DESCRIPTION OF THE TASK: Search each line of the data for the word "button"; copy every line where it is found.

☆ ☆ ☆

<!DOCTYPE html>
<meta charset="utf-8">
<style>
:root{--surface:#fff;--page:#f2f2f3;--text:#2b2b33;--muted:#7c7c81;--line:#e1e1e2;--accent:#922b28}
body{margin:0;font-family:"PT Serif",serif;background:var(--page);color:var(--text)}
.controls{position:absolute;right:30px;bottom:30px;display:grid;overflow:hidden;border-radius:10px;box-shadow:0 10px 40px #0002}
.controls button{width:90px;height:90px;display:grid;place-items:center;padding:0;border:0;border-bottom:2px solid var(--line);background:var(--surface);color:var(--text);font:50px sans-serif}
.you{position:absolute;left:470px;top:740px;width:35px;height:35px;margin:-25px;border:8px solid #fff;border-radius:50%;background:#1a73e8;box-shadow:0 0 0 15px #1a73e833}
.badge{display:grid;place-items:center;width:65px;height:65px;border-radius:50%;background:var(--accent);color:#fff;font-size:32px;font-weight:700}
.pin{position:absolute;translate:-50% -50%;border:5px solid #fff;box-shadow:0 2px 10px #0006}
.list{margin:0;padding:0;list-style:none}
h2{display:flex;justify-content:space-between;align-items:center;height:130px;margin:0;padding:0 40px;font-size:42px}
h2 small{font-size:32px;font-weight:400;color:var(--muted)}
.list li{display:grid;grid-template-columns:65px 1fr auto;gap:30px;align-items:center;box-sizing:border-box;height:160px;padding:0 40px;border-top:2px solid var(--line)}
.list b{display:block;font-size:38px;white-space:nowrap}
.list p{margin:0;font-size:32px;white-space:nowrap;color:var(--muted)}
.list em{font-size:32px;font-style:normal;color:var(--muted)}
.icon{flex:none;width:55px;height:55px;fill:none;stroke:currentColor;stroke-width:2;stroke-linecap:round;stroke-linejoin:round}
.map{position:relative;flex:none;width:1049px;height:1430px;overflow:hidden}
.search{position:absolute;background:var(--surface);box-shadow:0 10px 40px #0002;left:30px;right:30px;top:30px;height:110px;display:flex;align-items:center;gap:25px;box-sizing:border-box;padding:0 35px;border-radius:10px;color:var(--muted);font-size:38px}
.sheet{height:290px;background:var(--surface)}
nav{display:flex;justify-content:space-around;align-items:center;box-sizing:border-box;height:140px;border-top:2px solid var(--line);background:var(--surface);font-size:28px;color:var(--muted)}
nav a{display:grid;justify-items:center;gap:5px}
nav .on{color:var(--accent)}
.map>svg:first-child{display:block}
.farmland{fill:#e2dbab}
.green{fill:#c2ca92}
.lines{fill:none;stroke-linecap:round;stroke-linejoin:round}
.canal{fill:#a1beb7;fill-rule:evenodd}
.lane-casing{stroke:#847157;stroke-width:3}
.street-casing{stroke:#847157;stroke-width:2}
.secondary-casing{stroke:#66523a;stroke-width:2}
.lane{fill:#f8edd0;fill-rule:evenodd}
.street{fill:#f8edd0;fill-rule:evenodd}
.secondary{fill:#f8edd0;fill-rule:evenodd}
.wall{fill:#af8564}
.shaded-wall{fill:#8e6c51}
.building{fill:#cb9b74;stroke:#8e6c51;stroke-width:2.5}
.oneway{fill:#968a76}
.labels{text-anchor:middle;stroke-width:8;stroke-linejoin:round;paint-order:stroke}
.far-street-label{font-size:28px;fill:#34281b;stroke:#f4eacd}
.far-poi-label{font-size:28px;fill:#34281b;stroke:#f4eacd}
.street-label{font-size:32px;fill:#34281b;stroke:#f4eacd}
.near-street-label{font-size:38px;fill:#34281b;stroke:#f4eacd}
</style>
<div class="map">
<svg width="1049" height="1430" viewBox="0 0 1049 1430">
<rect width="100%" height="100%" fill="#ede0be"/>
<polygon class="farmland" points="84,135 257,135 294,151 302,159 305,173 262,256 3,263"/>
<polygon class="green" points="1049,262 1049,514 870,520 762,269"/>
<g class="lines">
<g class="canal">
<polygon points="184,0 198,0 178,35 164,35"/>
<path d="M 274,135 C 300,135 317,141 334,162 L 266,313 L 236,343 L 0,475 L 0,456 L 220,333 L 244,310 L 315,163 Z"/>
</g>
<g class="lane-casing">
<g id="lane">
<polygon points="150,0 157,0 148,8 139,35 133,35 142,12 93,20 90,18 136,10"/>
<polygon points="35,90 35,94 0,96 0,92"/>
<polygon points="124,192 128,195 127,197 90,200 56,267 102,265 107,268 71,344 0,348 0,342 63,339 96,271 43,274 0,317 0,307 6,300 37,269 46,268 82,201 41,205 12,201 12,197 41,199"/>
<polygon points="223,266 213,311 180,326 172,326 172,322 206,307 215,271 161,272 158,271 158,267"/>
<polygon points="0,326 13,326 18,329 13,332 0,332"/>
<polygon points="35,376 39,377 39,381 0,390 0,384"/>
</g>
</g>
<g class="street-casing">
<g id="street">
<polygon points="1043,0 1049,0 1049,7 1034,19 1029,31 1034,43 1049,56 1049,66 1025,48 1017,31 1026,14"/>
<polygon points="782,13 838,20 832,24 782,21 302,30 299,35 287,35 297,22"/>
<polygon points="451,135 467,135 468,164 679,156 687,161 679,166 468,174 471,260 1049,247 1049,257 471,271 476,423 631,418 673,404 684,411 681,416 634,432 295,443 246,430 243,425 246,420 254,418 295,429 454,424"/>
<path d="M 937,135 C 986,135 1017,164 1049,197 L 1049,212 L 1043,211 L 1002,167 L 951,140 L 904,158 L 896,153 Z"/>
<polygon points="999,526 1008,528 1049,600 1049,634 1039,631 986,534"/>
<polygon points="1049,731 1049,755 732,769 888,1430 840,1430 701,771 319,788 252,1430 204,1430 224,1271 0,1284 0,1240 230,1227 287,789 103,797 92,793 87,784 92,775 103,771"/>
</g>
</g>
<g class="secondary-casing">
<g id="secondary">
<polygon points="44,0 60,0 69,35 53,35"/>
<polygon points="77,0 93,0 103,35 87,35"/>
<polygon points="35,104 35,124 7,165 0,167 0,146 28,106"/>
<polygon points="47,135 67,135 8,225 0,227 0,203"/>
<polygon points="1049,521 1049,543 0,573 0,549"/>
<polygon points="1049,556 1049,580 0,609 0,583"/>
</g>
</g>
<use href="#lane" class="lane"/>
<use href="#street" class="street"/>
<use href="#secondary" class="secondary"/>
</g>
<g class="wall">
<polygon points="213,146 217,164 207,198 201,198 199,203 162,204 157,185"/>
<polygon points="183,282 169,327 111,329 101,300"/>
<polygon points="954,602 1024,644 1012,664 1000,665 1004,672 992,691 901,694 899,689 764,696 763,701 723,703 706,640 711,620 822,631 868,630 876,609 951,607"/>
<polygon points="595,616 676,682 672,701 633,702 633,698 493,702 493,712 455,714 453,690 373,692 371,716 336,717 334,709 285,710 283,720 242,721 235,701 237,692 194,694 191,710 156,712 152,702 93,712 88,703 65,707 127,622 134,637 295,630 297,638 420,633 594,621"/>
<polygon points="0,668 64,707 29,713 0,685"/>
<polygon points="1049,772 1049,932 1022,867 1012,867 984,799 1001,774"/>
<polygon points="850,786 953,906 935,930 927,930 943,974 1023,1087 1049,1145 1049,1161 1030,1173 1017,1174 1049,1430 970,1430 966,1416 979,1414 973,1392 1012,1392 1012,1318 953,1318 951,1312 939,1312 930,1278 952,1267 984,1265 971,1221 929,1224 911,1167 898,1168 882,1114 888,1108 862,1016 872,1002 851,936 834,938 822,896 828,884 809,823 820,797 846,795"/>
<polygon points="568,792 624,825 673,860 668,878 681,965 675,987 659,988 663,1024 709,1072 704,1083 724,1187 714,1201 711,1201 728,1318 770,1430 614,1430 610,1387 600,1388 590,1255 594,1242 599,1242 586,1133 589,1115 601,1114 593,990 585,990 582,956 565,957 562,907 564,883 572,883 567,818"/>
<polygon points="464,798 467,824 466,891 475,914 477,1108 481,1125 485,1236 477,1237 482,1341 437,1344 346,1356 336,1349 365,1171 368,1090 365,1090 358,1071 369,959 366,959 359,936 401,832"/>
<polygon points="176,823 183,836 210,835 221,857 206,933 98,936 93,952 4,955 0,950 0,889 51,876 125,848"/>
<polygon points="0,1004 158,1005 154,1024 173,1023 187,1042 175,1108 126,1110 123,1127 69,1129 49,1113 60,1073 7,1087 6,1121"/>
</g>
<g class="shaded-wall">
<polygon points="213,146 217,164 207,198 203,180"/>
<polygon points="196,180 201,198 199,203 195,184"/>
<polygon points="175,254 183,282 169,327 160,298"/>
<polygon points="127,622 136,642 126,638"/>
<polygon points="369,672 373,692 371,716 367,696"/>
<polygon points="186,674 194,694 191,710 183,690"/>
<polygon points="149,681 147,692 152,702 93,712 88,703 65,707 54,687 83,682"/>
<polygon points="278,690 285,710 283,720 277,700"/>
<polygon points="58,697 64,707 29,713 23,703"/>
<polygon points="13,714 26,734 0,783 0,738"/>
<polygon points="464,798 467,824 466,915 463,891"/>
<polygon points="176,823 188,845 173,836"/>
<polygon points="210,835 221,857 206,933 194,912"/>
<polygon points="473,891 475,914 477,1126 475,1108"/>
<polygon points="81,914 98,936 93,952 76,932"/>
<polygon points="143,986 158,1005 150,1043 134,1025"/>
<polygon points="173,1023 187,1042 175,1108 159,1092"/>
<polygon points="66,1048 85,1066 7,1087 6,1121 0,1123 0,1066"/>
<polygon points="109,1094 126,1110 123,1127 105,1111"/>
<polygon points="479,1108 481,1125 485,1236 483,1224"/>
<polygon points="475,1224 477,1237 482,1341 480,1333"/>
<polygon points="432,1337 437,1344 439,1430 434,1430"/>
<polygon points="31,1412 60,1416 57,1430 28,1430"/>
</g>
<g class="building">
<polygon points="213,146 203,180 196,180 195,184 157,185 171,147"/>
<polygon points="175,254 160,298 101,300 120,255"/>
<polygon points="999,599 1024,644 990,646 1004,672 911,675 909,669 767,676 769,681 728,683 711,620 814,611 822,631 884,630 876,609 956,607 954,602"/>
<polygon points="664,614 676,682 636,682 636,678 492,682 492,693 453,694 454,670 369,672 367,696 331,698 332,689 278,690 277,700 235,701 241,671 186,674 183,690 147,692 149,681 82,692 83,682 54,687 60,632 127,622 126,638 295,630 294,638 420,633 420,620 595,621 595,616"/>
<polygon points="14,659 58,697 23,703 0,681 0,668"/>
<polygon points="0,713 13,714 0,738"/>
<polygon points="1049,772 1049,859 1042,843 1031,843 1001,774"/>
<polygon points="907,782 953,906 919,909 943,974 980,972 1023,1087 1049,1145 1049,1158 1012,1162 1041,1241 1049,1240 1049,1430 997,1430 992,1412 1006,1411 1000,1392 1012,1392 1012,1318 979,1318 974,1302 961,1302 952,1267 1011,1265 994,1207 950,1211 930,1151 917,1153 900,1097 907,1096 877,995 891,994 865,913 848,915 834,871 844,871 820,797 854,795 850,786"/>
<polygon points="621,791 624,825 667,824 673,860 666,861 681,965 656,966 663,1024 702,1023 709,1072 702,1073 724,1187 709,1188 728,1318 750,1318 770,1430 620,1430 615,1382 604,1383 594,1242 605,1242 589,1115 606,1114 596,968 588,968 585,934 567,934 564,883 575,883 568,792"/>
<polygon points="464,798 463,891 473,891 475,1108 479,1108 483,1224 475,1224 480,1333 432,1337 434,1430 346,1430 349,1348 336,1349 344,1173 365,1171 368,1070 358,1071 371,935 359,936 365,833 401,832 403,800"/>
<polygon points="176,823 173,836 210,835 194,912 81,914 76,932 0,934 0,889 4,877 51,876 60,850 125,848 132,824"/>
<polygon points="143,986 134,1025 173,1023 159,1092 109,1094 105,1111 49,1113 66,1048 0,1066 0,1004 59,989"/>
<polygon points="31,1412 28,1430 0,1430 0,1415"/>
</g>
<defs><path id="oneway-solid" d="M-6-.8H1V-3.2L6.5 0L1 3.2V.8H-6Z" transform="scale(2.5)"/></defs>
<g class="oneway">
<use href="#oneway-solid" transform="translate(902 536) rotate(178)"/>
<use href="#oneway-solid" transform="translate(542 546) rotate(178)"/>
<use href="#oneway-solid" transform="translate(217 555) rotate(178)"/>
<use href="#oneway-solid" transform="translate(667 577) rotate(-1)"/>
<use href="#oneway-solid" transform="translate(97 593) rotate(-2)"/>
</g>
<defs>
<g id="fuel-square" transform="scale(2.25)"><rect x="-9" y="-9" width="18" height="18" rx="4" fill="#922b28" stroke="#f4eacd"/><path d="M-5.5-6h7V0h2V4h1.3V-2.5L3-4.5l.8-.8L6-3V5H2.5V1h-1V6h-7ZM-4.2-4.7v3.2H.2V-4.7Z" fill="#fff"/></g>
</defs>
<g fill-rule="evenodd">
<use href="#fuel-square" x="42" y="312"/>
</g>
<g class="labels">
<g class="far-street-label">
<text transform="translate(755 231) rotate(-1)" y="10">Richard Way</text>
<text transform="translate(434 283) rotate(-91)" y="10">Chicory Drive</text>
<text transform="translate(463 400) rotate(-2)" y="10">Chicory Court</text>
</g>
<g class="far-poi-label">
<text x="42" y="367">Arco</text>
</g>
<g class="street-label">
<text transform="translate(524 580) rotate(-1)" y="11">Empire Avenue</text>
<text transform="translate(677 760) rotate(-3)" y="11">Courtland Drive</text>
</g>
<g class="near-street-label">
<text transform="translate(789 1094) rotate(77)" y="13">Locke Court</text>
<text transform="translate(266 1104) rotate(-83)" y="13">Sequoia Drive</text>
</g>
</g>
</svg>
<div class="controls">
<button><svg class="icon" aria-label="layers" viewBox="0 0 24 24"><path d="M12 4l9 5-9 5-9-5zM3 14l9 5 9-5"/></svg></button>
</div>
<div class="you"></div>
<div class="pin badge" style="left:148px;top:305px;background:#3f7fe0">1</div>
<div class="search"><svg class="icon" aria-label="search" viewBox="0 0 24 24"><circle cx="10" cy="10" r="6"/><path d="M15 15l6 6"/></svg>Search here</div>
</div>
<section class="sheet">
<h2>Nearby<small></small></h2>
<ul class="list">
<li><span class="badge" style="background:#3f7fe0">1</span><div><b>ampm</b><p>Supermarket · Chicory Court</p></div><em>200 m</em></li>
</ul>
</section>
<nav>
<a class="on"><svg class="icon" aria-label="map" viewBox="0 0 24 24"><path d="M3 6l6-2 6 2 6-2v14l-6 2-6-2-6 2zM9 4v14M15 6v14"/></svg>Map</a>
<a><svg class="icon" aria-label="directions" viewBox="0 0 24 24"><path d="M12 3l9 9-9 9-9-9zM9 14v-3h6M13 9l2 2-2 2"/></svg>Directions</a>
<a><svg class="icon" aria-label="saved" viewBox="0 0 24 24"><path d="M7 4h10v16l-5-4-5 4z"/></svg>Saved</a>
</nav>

☆ ☆ ☆

THE ANSWER:
.controls button{width:90px;height:90px;display:grid;place-items:center;padding:0;border:0;border-bottom:2px solid var(--line);background:var(--surface);color:var(--text);font:50px sans-serif}
<button><svg class="icon" aria-label="layers" viewBox="0 0 24 24"><path d="M12 4l9 5-9 5-9-5zM3 14l9 5 9-5"/></svg></button>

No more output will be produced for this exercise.